> **What you should do**:
A bare number is the only acceptable answer: how many lines of these entries include "lane"?
=== Section Start ===
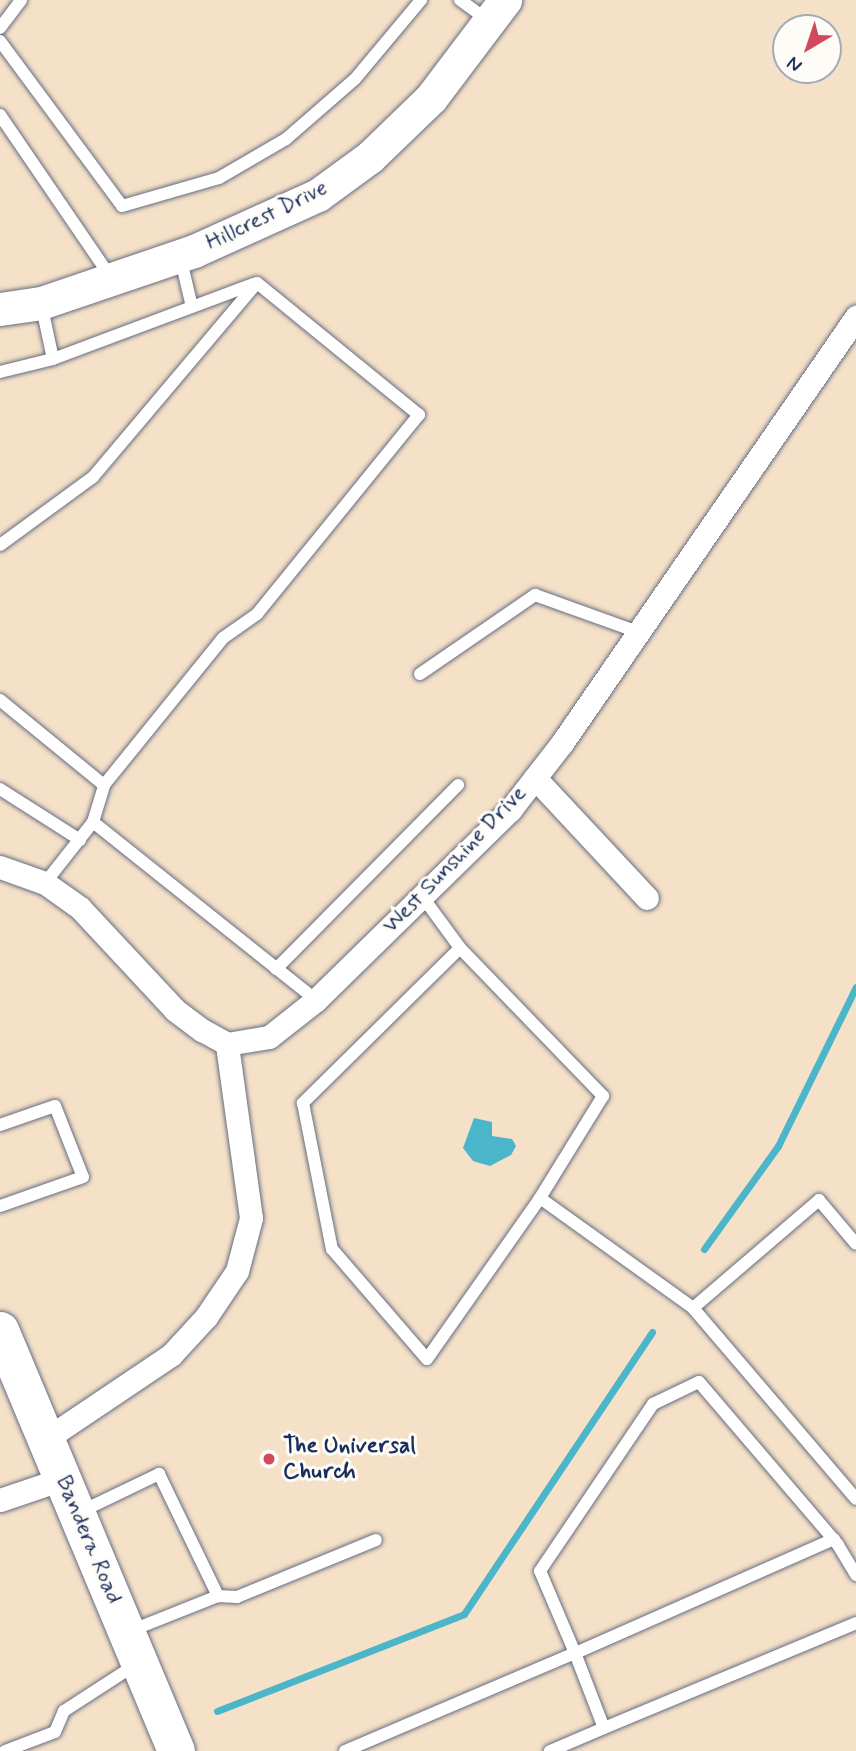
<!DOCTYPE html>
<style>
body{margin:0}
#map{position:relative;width:856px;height:1751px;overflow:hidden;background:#f5e1c7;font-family:Mynerve,sans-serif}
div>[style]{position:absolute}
.water>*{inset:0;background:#4bb5c9}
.stream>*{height:7px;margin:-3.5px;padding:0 3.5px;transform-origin:3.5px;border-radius:3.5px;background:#4bb5c9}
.roads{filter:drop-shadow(0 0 2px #676d83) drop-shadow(0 0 2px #676d83)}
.lane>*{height:12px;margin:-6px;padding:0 6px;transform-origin:6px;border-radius:6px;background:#fff}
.street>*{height:23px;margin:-11.5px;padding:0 11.5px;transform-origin:11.5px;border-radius:11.5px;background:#fff}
.secondary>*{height:33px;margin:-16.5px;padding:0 16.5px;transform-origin:16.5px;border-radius:16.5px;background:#fff}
.primary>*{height:37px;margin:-18.5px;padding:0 18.5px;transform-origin:18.5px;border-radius:18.5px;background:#fff}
.dots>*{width:19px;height:19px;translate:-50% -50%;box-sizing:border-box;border:4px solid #fdfcf7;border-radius:50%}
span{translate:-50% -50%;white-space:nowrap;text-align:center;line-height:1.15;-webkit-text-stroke:6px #fdfcf7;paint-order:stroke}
.street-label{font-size:23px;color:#1b2f5e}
.poi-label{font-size:23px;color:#1b2f5e;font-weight:700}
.left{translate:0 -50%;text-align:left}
.north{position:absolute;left:772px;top:14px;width:70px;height:70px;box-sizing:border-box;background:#fdfcf7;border:2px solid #a3aaba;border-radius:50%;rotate:219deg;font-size:19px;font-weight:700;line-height:28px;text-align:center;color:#1b2f5e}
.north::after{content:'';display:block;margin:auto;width:24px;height:32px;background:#d1495b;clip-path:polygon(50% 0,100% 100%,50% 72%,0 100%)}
</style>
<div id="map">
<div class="water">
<div style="clip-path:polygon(474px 1118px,492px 1122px,492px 1136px,512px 1139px,516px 1146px,511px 1155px,490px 1166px,473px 1161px,463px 1148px)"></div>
</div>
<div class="stream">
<div style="left:704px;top:1249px;width:127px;rotate:-54.3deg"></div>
<div style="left:778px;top:1146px;width:177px;rotate:-63.9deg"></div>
<div style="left:217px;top:1711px;width:265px;rotate:-21.4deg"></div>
<div style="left:464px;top:1614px;width:339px;rotate:-56.3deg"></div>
</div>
<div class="roads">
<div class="lane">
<div style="left:460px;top:0;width:34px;rotate:36deg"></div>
<div style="left:0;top:28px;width:35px;rotate:-53deg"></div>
<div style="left:0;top:41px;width:205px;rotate:53.5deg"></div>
<div style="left:122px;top:206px;width:101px;rotate:-16.1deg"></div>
<div style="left:219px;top:178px;width:78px;rotate:-30.2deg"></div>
<div style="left:286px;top:139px;width:91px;rotate:-41deg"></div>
<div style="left:355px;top:79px;width:103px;rotate:-50.1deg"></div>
<div style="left:0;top:115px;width:197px;rotate:55.7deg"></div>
<div style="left:180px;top:256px;width:52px;rotate:76.8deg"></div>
<div style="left:41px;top:303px;width:57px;rotate:77.9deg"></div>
<div style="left:53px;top:359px;width:215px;rotate:-20.5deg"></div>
<div style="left:0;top:372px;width:55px;rotate:-13.8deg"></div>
<div style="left:0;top:545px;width:115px;rotate:-36.2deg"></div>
<div style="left:93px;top:477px;width:254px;rotate:-49.8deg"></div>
<div style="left:420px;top:674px;width:140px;rotate:-34.5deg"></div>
<div style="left:535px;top:595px;width:109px;rotate:19.8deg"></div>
<div style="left:0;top:700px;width:134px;rotate:39.3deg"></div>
<div style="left:0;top:789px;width:95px;rotate:32.5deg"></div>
<div style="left:93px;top:822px;width:285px;rotate:38.6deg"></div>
<div style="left:45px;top:883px;width:78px;rotate:-51.8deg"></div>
<div style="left:93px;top:822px;width:39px;rotate:-73deg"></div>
<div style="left:104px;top:785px;width:189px;rotate:-51deg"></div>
<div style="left:223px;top:638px;width:42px;rotate:-35.2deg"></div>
<div style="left:257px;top:614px;width:257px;rotate:-50.9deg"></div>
<div style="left:419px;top:415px;width:209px;rotate:-140.8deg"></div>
<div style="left:422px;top:896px;width:64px;rotate:53.8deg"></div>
<div style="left:460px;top:948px;width:221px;rotate:135.4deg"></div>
<div style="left:303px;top:1103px;width:149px;rotate:78.8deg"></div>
<div style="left:332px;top:1249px;width:145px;rotate:49.2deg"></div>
<div style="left:427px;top:1359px;width:197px;rotate:-54.9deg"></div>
<div style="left:540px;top:1198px;width:188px;rotate:35.7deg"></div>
<div style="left:693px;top:1308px;width:251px;rotate:49.5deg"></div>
<div style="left:460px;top:948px;width:206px;rotate:46deg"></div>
<div style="left:603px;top:1096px;width:120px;rotate:121.7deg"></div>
<div style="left:276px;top:969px;width:259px;rotate:-45.3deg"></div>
<div style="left:0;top:1125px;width:58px;rotate:-19.1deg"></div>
<div style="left:55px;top:1106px;width:76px;rotate:68.5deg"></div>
<div style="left:83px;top:1177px;width:88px;rotate:160.7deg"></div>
<div style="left:693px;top:1308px;width:166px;rotate:-40.6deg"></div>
<div style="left:819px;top:1200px;width:57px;rotate:49.9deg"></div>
<div style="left:80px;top:1512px;width:88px;rotate:-25.7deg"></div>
<div style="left:159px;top:1474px;width:136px;rotate:64.2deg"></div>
<div style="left:218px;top:1596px;width:19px;rotate:3deg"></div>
<div style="left:237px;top:1597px;width:150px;rotate:-22.3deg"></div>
<div style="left:834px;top:1539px;width:283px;rotate:156.2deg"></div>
<div style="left:575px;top:1653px;width:89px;rotate:-113.1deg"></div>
<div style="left:540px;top:1571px;width:202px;rotate:-55.9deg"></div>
<div style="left:653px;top:1404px;width:51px;rotate:-25.6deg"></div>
<div style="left:699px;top:1382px;width:214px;rotate:49.5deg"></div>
<div style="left:838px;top:1545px;width:35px;rotate:59deg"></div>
<div style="left:130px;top:1631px;width:95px;rotate:-21.7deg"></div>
<div style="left:604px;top:1728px;width:273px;rotate:-22.6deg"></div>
<div style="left:5px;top:1751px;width:53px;rotate:-20.8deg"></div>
<div style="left:55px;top:1732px;width:23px;rotate:-67deg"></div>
<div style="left:64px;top:1711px;width:85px;rotate:-32.9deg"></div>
<div style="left:345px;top:1751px;width:250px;rotate:-23.1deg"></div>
<div style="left:575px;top:1653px;width:80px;rotate:68.9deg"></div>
<div style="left:604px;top:1728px;width:59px;rotate:156.9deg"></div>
</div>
<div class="street">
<div style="left:535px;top:778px;width:164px;rotate:47deg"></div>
<div style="left:0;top:867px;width:48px;rotate:19.6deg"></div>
<div style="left:45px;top:883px;width:43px;rotate:35.5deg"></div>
<div style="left:80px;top:908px;width:139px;rotate:47deg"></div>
<div style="left:175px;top:1010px;width:34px;rotate:37deg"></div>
<div style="left:202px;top:1030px;width:29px;rotate:29deg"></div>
<div style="left:227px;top:1044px;width:43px;rotate:-9.5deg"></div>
<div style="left:269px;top:1037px;width:60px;rotate:-38.2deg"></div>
<div style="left:316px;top:1000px;width:272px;rotate:-44.4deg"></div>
<div style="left:510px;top:810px;width:85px;rotate:-52.2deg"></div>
<div style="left:562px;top:743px;width:518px;rotate:-55.39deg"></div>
<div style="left:46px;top:1439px;width:151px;rotate:-33.9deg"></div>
<div style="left:171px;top:1355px;width:52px;rotate:-47.4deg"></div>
<div style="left:206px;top:1317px;width:55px;rotate:-56deg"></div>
<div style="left:237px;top:1271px;width:55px;rotate:-75.2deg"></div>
<div style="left:251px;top:1218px;width:176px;rotate:-97.9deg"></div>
<div style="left:0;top:1500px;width:65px;rotate:-18.7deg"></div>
</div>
<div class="secondary">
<div style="left:0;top:309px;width:41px;rotate:-8.3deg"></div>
<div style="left:41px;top:303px;width:162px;rotate:-18.8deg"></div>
<div style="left:194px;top:251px;width:136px;rotate:-24.3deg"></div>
<div style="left:318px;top:195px;width:64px;rotate:-36.2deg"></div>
<div style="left:370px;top:157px;width:85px;rotate:-44deg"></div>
<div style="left:431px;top:98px;width:123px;rotate:-52.9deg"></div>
</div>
<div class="primary">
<div style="left:0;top:1330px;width:456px;rotate:67.3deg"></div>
</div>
</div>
<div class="dots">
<div style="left:269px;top:1459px;background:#d1495b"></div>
</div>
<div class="street-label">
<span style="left:267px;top:216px;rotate:-26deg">Hillcrest Drive</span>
<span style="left:455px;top:860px;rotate:-46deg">West Sunshine Drive</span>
<span style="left:88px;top:1540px;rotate:67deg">Bandera Road</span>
</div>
<div class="poi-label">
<span class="left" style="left:283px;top:1459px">The Universal<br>Church</span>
</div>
<div class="north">N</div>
</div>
=== Section End ===
> **Answer below**:
2